On then to Monaco and then to the inaugural Detroit race where the politics continued to rumble as Ecclestone tried to rally his FOCA teams around him, but to no avail as they all soon scrambled to make arrangements to fit turbo engines to their cars for the following season.
Deaths dark shadow had not given up on Formula 1 though.
At the next Grand Prix in Montreal, Villeneuve’s home race and on a circuit newly named in his memory, Italian driver Riccardo Paletti was killed in an horrific start line accident when he crashed at unabated speed into the back of Didier Pironi’s stalled Ferrari.

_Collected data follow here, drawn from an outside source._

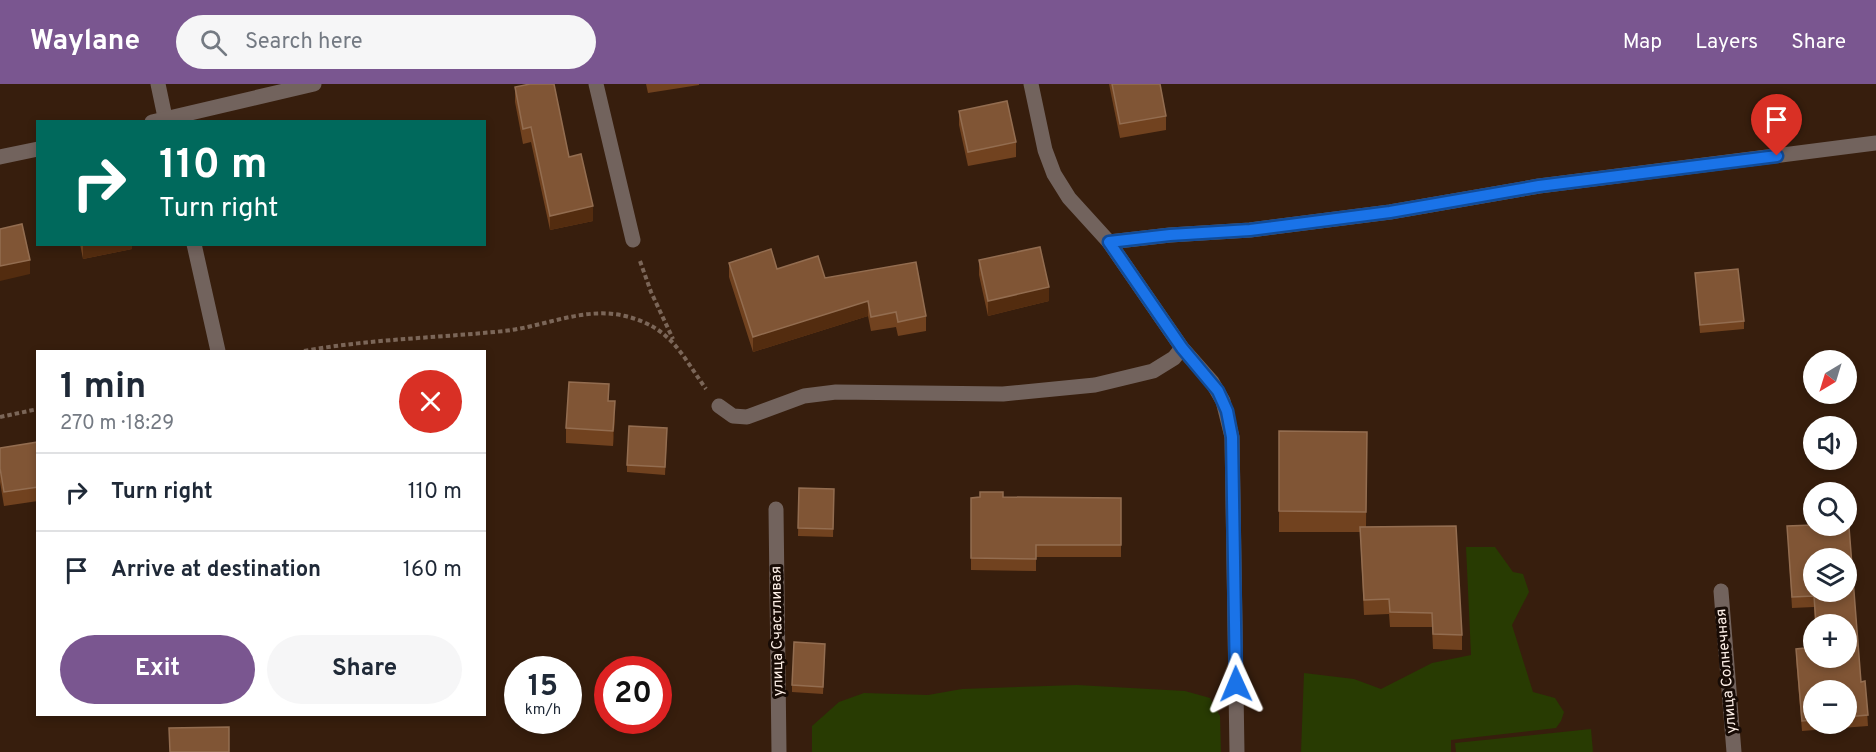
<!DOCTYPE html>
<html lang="en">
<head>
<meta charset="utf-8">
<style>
  :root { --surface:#fff; --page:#f6f6f7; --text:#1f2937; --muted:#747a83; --line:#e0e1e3; --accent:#7a5690 }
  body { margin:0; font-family:Overpass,sans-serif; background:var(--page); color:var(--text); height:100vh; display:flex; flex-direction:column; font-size:22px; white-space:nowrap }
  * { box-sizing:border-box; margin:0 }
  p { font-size:20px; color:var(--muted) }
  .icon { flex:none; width:33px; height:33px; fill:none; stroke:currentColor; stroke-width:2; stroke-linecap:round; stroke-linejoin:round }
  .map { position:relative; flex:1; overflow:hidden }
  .sheet { position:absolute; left:36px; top:266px; width:450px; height:366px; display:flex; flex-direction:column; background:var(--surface); border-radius:0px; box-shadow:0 3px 9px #0003 }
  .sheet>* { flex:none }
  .banner { position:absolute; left:36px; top:36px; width:450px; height:126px; border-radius:0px; box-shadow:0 3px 9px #0003; background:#00695c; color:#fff; overflow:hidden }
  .needle { width:39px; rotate:218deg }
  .controls { position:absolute; left:1803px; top:266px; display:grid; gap:12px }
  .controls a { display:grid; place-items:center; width:54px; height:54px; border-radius:50%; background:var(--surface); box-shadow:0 3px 9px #0003; font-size:30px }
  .speed { position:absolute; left:504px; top:572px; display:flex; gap:12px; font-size:30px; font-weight:700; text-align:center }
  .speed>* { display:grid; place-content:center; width:78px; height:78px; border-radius:50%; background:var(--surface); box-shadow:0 3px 9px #0003; line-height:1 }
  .speed small { font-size:15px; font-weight:400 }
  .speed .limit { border:9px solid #d22; background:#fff; color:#111 }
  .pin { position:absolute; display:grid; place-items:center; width:51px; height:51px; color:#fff; margin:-62px -26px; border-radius:50% 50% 50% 0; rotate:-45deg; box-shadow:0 0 6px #0007 }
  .pin .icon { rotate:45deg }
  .me { position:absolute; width:66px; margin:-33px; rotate:359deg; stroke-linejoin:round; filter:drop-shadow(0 0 4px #0008) }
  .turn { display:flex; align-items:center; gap:21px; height:126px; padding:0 24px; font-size:27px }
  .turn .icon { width:78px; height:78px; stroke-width:2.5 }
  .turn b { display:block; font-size:42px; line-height:51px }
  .round { display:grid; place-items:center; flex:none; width:63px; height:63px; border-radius:32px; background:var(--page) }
  .headline { display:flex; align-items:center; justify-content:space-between; height:102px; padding:0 24px }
  h1 { font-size:36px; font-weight:700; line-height:45px }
  .button { display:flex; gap:12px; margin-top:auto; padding:12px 24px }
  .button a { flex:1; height:69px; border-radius:36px; background:var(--accent); color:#fff; font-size:24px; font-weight:700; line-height:69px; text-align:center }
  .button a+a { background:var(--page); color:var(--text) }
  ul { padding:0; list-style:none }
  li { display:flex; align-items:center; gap:18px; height:78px; padding:0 24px; border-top:2px solid var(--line) }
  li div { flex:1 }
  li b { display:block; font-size:22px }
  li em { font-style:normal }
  header { display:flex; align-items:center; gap:36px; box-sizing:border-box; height:84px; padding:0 30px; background:var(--accent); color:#fff }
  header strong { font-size:28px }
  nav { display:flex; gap:33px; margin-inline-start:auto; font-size:21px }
  .search { width:420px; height:54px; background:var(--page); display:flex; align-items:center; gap:15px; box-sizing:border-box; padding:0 21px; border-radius:33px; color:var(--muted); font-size:22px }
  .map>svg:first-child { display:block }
  .green { fill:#283b02 }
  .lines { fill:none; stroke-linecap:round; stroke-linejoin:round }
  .path { stroke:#7b6658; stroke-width:4; stroke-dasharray:4.5 3; stroke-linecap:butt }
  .lane { stroke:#72635d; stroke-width:15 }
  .wall { fill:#71421f; fill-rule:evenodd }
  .shaded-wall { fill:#532c0f }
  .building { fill:#805535; stroke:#936d50; stroke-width:1.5; fill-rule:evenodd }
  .route-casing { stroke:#114b97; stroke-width:15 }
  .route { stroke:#1a73e8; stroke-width:10 }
  .labels { text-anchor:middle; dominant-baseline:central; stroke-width:6; stroke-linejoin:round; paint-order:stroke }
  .street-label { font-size:15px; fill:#fdefe7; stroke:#170b05 }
</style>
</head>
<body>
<header>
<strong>Waylane</strong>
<div class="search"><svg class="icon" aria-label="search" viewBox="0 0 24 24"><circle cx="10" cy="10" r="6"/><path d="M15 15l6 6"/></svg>Search here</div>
<nav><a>Map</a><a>Layers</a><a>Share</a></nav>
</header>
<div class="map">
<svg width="1876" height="668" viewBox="0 0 1876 668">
  <rect width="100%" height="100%" fill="#371e0d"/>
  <!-- green -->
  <g class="green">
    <polygon points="1466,463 1495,463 1513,488 1523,490 1529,508 1512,541 1533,608 1555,614 1564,628 1561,637 1556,644 1451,656 1451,668 1301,668 1304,589 1354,595 1381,605 1432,579 1471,571"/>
    <polygon points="1077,601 1185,607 1210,614 1220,632 1221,668 812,668 812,642 839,618 864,609 928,611 962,605"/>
    <polygon points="1591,645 1593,668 1456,668 1455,659"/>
  </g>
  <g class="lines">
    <!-- path -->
    <g class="path">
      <polyline points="640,177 651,208 673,255"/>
      <path d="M304 267C370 255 437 254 504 247 543 243 585 222 625 232 671 243 681 270 706 305"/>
      <polyline points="0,333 38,325"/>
    </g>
    <!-- lane -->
    <g class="lane">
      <polyline points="158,0 166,38"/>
      <polyline points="596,0 633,156"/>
      <polyline points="1031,0 1045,66 1054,90 1069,114 1109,158 1182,264 1212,298 1223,317 1232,353 1237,668"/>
      <polyline points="152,38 314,0"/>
      <polyline points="0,73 38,65"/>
      <polyline points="1109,158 1170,151 1250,146 1390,128 1539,102 1876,59"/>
      <polyline points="194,160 218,267"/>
      <polyline points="719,322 733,332 747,333 804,312 836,308 1003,310 1095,301 1153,287 1174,274 1182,264"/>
      <polyline points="776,425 779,668"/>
      <polyline points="1721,507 1734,668"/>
    </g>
  </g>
  <!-- wall -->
  <g class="wall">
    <polygon points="646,0 699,0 699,1 648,9"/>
    <polygon points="1109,0 1160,0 1166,32 1166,46 1120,54"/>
    <polygon points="515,3 569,73 593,137 550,146 531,58 523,60 515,18"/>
    <polygon points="959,27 1016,58 1016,73 968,82 959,41"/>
    <polygon points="80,160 132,160 132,165 83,175"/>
    <polygon points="979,176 1049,217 988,232 979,191"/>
    <polygon points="729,179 777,185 825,194 926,232 926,247 898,252 896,243 871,247 868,232 753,268 729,193"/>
    <polygon points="1695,189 1744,237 1744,245 1700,249"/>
    <polygon points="609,317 615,332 613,362 566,359 566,344"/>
    <polygon points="1279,347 1367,348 1366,443 1462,551 1462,566 1433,565 1432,543 1390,543 1389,530 1364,531 1360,448 1279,448"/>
    <polygon points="667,352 665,391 627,388 627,381"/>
    <polygon points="38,358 38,417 4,422 0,398 0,364"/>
    <polygon points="799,404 834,405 833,453 798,452"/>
    <polygon points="1003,413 1121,414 1121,473 1036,473 1036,487 971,486 971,414"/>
    <path d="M1846 430H1848L1861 598 1865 597 1868 642 1802 647 1796 575V565L1814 563V573H1846V540H1815L1814 523 1792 524 1787 442 1814 441H1846ZM1814 474H1846V507H1814ZM1814 606H1846V639H1814Z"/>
    <polygon points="825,567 823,610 792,608 792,601"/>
  </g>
  <!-- shaded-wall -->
  <g class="shaded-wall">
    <polygon points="593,122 593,137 550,146 550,132"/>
    <polygon points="132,160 132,165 83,175 83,161"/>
    <polygon points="30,176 30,190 0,197 0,182"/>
    <polygon points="1049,203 1049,217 988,232 988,217"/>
    <polygon points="868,217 868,232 753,268 753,253"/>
    <polygon points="615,317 615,332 613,362 613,347"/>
  </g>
  <!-- building -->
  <g class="building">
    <polygon points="530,0 554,0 569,73 581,70 593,122 550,132 531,43 523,45 515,3"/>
    <polygon points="1112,0 1160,0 1166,32 1120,40"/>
    <polygon points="1007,17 1016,58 968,68 959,27"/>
    <polygon points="22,140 30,176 0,182 0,145"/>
    <polygon points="1040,163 1049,203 988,217 979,176"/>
    <polygon points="771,165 777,185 818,172 825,194 916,178 926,232 898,238 896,228 871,233 868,217 753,253 729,179"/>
    <polygon points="1738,185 1744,237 1700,241 1695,189"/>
    <polygon points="569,298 609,300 608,317 615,317 613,347 566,344"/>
    <polygon points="629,342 667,344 665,383 627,381"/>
    <polygon points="1279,347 1367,348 1366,428 1279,427"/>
    <polygon points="38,358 38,403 4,408 0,384 0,364"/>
    <polygon points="799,404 834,405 833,445 798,444"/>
    <polygon points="980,408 1003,408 1003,413 1121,414 1121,461 1036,461 1036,475 971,474 971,414 980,413"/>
    <path d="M1846 430H1848L1861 598 1865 597 1868 631 1846 633V606H1814V636L1802 637 1796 565 1814 563V573H1846V540H1816L1814 512 1792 513 1787 442 1814 441H1846ZM1814 474H1846V507H1814Z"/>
    <polygon points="1456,442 1462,551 1433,550 1432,529 1390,528 1389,515 1364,516 1360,443"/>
    <polygon points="794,558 825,560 823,603 792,601"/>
    <polygon points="229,643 229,668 170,668 169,644"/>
  </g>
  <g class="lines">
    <!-- route casing -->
    <g class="route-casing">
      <polyline id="route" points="1236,600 1232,353 1227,327 1218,307 1182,264 1109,158 1170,151 1250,146 1390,128 1539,102 1777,72"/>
    </g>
    <!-- route -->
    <use href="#route" class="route"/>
  </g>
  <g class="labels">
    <!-- street labels -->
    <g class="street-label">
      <text transform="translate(778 547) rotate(-91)">улица Счастливая</text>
      <text transform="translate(1727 587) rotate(-95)">улица Солнечная</text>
    </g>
  </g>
</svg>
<div class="controls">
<a><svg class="needle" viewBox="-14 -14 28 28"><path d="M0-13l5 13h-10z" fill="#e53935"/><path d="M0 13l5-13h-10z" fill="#747a83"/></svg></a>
<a><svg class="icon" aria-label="sound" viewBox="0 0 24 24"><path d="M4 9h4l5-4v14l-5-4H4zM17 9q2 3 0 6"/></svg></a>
<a><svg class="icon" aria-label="search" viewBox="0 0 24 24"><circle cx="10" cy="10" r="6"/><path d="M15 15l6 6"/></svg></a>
<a><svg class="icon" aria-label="layers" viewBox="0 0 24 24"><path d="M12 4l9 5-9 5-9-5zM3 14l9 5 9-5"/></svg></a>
<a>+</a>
<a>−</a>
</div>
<div class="speed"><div>15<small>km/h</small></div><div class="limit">20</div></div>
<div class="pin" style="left:1777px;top:72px;background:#d93025"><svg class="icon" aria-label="arrive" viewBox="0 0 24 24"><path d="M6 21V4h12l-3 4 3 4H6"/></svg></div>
<svg class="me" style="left:1236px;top:600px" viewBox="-20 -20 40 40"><path d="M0-17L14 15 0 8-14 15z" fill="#1a73e8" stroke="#fff" stroke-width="4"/></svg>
<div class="banner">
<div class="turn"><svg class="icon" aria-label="right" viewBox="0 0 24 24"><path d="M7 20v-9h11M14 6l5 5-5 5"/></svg><div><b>110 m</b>Turn right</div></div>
</div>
<section class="sheet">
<div class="headline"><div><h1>1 min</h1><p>270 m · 18:29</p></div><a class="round" style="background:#d93025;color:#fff"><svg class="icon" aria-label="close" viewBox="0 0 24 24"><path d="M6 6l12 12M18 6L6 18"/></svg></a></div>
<ul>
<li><svg class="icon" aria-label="right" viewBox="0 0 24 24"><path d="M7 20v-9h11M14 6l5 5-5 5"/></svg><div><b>Turn right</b></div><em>110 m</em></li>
<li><svg class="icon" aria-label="arrive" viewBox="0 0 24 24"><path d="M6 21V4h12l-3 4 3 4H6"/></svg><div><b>Arrive at destination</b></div><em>160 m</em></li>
</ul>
<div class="button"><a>Exit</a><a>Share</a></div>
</section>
</div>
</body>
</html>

Later in the season Pironi himself was brutally injured when, during qualifying in wet conditions at Hockenheim, he was unsighted in the spray and ran into the back of Alain Prost’s Renault. The injuries he suffered brought the premature end to his Formula 1 career.
Meanwhile, in the background, the politics had been, and were still being played out with Jean-Marie Balestre developing plans that would bring him and FISA into direct confrontation with Ecclestone and FOCA. That scenario would continue to be played out over the next few years with Ecclestone eventually gaining most of the control he was seeking, and that new ‘Concorde Agreement’ helping to establish a relatively calm breakout of peace, at least on the surface.
The 1982 season also saw the Swiss Grand Prix take place at the circuit Dijon-Prenois in France and pre-qualifying very much in force with some forty drivers from eighteen teams taking part over the course of the season, and only twenty six cars permitted to race, the track was a much more crowded place to be.
Keke Rosberg, father of 2016 World Champion Nico, became the 1982 World Drivers Champion by dint of winning just one solitary race and there were a total of eleven race winners over the season, with nine different winners winning nine consecutive races.
The 1982 F1 season makes the current discussions and disagreements in the 2018 season look calm and gentlemanly by comparison.